Ausgerechnet Kirchenfürsten und Mönche (man ist geneigt, sie im Gegensatz zu wirklich Gläubigen als Berufschristen zu bezeichnen), beschäftigten sich mit Theorien über die Habsucht, nicht etwa in der Phalanx der Gegener der Ursünde, sondern als deren spitzfindige Befürworter. Das zwang sie selbstredend zu philosophischen Drechseleien, die aus falsch ein richtig zu formulieren wußten. Die Philosophie, die daraus entstand, nannte sich Probabilismus. Das darin enthaltene Moralsystem geriet natürlicherweise mit den überlieferten Moralanschauungen des Christentums in Konflikt. Erst Jahrzehnte später engagierten sich sogar katholische Gegner dieser Verzerrungen, deren berühmtester Vertreter Pascal werden sollte. Die Kirchenoberen nutzten viele Möglichkeiten, ihre nun alltäglich gewordenen Geld-Begierden propagandistisch unter das Volk zu bringen. Tausende Mönche waren in allen Gegenden Europas tätig, den Ablaßhandel in neuer Geldform zu predigen, deren berüchtigster Vertreter Tetzel in die Geschichte eingegangen ist, weil seine schauderhaften Predigten den Luther zur Aufmüpfigkeit anstachelten. (In der Ökonomie unserer Gegenwart sind diese christlichen Tetzels nicht mehr notwendig. Deren Rolle haben jene zahllosen Medienangestellten übernommen, die mehr oder weniger freiwillig als gedankenlose Bewunderer wildestem Finanzgebarens auftreten.) Im Gegensatz zu den theoretischen Befürwortern [5] finanzieller Bereicherung zeigt sich in der Frühen Neuzeit unter den Verteidigern des Gemeinwohls nicht selten der Gemeine Mann:
Ein Menschenalter nach dem Grossen Deutschen Bauernkrieg dachte ein Paul Negelein über den Gemeinnutz nach.

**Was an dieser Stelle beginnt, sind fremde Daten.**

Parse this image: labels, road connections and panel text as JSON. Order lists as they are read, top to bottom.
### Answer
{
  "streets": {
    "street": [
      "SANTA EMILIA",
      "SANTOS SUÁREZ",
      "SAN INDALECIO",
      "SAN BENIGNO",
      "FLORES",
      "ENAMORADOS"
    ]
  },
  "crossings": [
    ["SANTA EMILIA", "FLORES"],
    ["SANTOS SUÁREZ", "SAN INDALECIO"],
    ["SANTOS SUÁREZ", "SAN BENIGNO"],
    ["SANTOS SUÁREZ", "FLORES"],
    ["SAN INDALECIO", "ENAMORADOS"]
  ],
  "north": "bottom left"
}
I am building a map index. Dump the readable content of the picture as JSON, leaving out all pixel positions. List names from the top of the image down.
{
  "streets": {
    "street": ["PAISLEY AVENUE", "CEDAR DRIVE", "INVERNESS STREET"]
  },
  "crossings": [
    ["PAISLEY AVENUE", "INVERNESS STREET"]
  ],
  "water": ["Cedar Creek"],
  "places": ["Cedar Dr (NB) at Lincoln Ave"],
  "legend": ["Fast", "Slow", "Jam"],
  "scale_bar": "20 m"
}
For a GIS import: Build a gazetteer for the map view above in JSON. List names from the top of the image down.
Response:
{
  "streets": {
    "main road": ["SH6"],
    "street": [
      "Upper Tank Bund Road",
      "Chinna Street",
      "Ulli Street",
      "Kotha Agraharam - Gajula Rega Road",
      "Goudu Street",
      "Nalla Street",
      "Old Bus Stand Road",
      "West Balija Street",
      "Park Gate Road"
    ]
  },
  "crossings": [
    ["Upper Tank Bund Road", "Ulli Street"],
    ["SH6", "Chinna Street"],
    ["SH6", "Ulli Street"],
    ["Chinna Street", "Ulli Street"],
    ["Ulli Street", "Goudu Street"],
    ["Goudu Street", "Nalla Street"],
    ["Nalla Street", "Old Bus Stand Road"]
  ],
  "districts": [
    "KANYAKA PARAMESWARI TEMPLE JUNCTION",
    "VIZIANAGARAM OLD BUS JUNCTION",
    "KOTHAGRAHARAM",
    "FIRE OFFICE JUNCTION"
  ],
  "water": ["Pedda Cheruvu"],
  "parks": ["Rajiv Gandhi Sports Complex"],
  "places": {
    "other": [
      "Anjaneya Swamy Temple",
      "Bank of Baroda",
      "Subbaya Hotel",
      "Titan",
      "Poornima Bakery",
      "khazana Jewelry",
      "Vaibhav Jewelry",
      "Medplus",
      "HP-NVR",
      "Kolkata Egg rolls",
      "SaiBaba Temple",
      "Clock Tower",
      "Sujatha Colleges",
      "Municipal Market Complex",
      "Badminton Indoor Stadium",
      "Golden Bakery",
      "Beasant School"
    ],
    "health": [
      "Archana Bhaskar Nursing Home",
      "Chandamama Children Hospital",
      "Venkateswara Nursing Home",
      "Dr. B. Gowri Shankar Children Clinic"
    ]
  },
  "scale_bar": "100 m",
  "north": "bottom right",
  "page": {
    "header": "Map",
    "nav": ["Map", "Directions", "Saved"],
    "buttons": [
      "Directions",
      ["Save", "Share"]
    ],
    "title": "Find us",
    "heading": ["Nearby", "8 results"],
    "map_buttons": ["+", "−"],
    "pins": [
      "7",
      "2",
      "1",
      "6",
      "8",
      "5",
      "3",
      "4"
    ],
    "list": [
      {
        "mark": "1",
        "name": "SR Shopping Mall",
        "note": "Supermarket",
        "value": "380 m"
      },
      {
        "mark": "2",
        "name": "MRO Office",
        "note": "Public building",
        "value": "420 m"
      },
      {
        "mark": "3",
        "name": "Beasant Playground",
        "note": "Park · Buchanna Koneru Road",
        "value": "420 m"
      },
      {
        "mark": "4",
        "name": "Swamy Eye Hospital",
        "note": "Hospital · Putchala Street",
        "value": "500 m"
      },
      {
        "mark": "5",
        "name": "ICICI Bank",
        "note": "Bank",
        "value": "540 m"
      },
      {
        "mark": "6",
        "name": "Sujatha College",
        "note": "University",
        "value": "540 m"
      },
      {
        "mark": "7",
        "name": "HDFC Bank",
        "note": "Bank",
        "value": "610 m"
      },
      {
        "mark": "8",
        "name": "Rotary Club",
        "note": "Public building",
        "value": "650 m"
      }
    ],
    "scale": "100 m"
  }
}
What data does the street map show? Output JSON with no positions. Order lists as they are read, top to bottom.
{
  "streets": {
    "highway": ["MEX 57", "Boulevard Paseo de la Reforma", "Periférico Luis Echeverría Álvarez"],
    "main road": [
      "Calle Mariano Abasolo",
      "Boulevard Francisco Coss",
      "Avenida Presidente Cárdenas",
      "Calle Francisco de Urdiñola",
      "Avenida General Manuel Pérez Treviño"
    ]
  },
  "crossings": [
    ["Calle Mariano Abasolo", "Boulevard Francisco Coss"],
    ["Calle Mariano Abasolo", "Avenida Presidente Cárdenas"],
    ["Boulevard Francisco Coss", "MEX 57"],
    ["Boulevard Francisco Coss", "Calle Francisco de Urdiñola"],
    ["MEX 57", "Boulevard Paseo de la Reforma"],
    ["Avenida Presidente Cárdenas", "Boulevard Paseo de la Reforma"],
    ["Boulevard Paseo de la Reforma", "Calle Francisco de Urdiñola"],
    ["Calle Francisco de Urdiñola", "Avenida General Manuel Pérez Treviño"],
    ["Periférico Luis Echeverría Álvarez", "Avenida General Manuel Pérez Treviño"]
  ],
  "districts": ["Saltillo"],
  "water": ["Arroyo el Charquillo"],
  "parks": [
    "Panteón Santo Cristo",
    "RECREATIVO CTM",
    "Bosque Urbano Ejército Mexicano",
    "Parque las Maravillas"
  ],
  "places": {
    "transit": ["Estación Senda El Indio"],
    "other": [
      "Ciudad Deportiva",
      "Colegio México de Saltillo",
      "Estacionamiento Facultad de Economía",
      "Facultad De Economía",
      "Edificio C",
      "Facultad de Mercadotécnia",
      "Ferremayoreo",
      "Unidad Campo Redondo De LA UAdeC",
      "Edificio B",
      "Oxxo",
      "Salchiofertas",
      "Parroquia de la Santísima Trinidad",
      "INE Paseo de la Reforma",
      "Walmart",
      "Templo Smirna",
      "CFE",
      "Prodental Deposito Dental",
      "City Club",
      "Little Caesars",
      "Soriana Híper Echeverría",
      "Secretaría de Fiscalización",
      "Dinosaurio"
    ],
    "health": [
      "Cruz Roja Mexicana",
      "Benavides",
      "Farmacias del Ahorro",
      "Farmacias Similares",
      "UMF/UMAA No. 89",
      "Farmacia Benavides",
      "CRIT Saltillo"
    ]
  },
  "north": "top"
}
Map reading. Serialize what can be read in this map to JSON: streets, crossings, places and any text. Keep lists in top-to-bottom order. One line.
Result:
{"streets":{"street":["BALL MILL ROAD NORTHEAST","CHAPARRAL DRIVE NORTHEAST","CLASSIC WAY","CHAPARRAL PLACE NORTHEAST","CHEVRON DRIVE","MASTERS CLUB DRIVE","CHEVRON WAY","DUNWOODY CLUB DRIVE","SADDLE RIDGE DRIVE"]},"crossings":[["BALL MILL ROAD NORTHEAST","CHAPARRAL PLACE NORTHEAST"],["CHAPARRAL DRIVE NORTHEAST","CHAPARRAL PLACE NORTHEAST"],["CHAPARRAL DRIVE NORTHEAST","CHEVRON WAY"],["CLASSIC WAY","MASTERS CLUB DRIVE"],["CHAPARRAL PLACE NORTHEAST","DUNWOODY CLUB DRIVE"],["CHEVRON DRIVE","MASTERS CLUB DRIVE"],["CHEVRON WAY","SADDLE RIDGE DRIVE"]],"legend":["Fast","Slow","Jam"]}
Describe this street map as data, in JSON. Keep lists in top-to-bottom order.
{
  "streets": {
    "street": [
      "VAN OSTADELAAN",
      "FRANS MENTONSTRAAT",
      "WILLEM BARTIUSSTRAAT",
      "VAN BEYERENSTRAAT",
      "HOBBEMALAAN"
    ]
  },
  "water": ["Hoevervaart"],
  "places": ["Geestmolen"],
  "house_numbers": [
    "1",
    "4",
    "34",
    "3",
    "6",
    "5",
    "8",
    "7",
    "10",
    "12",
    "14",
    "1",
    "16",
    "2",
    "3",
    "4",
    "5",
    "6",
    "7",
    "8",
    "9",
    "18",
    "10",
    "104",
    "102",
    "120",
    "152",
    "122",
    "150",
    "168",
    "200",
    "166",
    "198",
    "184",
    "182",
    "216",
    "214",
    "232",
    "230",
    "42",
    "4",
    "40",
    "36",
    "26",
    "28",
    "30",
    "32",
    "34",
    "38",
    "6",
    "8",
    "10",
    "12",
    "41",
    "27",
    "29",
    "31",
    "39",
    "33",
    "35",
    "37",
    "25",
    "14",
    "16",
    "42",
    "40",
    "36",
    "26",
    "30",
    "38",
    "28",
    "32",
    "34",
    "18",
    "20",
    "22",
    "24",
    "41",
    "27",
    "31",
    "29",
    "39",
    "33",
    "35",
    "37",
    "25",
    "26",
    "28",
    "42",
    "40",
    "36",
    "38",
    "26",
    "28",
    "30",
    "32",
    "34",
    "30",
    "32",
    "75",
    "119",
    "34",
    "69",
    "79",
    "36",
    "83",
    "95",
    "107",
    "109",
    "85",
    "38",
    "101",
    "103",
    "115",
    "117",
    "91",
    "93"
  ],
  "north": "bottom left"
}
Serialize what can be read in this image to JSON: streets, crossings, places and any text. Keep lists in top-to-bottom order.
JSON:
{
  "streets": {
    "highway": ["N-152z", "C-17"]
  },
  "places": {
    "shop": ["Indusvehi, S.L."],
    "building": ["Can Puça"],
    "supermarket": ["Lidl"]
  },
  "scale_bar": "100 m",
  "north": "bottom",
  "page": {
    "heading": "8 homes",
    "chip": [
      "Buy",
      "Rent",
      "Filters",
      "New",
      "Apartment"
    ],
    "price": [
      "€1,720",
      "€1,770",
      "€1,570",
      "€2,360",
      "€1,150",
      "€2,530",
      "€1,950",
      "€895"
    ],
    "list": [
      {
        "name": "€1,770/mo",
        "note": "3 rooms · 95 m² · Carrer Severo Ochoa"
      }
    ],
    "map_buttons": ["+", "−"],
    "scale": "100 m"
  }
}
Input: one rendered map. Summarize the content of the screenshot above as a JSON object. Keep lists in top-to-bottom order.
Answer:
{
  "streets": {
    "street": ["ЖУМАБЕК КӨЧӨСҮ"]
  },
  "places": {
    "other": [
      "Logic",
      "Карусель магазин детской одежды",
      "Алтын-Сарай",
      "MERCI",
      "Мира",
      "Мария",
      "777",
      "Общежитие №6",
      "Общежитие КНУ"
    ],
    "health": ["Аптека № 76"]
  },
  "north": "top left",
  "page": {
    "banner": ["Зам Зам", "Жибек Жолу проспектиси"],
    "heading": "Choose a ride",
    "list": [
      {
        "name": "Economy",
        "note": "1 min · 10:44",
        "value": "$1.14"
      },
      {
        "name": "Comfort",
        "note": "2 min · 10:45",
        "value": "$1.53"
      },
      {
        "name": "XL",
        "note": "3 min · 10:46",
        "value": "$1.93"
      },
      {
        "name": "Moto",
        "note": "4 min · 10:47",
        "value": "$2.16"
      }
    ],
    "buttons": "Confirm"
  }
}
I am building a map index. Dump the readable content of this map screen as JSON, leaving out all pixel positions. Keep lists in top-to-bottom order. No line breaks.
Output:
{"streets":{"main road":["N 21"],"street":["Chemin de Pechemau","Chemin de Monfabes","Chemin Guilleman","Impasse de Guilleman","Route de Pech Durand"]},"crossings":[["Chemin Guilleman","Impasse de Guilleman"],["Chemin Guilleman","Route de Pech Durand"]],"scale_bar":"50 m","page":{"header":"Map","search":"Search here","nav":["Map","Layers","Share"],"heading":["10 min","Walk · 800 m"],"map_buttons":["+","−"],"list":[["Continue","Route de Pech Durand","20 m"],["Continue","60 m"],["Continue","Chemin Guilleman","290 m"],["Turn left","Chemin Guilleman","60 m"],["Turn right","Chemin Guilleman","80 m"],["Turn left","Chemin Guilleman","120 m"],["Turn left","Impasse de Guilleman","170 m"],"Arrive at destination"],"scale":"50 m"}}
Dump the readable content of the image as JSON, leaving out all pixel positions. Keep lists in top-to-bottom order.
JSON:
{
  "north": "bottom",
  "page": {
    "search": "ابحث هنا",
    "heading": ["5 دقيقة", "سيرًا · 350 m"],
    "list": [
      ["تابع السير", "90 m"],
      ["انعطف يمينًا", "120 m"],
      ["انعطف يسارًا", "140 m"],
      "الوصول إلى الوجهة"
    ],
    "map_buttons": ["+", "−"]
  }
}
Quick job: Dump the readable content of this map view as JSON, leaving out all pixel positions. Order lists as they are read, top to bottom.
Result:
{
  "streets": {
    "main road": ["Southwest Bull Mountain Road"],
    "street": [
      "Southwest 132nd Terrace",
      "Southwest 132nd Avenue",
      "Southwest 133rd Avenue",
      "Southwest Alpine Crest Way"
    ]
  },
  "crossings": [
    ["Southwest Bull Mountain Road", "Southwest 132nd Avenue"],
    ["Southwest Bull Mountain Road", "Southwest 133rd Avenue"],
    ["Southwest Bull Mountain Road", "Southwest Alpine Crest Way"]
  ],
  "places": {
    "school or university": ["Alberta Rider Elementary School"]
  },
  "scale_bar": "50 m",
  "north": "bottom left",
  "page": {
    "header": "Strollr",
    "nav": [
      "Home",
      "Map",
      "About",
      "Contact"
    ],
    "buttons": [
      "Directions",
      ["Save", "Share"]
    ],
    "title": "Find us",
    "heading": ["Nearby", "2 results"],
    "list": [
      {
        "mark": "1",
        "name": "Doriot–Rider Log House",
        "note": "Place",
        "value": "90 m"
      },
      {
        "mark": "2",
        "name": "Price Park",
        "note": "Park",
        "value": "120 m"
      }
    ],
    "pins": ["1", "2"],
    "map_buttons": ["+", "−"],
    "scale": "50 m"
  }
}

Wie im menschlichen Körper die einzelnen Organe eine bestimmte Funktion erfüllen müssen, um das Leben des Menschen zu erhalten,
hätte sich der einzelne Mensch auch in der Gesellschaft zu verhalten. Hingegen wo Geiz oder Eigennutz einmal den Menschen
eingewurzelt wären, bliebe wenig Guts zu hoffen. (L3 S.598 f) Mißtrauen gegen die neue den
Menschen unnatürlich eingepflanzte Habgier erschien durchaus angebracht.
Auch der berühmte Hans Sachs schrieb gegen den Eygennutz, das greulich Thier wie Jodok Lorich mit der Schrift
Von Weltlichen Stenden Hohen und Nidern . Sie waren angewidert von der unverholen gesellschaftsfähig gewordenen Habgier.
Die Eigennutzanbetung kann im Lob des Eigen Nutzen nachgelesen werden beim Ulmer Bürger Leonhard Fronsberger.
Sein Titelbild könnte heutigen Journalen entnommen sein und lautete: Alls in mein Sack, ebenso seine Argumentation,
das ohne Geiz kein Bauer auf das Feld gehen würde.(L3 S.606)
Und 1598 fragt der Tübinger Jurist Christoph Besold, warum Geld kein Gewinn abwerfen dürfe, denn der Hauptgedanke des Zinsverbots
sei ja, das anderen nicht geschadet werden dürfe. Wo doch aber nun feststeht, das Zinsnehmen nützlich sei,
kann es wohl erlaubt werden. (L3 S.618) Fußnoten:
[1] Die Bevölkerung auf dem Land besaß noch sehr wenig Geld, auch weil es im Alltag noch nicht zwingend in Erscheinung trat.
Der Produktaustauch wurde vorrangig von "Ware" gegen "Ware" bestimmt.
Die relativ kleine Geldmenge der Landleute bestand vorzugsweise aus Münzen von geringem Wert, und schließlich war der
Wertbestand dieser Münzen auch noch äußerst unsicher und in Sorten zersplittert. Dem stand eine große Geldmenge als
Kaufmannskapital gegenüber, ausschließlich in Städten bei relativ wenigen Personen. Die
Berge aus Gold und Silber häuften sich in wenigen Truhen und die Münzen bewegten sich nur innerhalb eines
definierten Personenkreises. Bei einem solchen Gesellschaftszustand von "freier Konkurrenz" zu sprechen, ist
vieleicht naiv, aber der Begriff "freier Markt" offensichtlich falsch.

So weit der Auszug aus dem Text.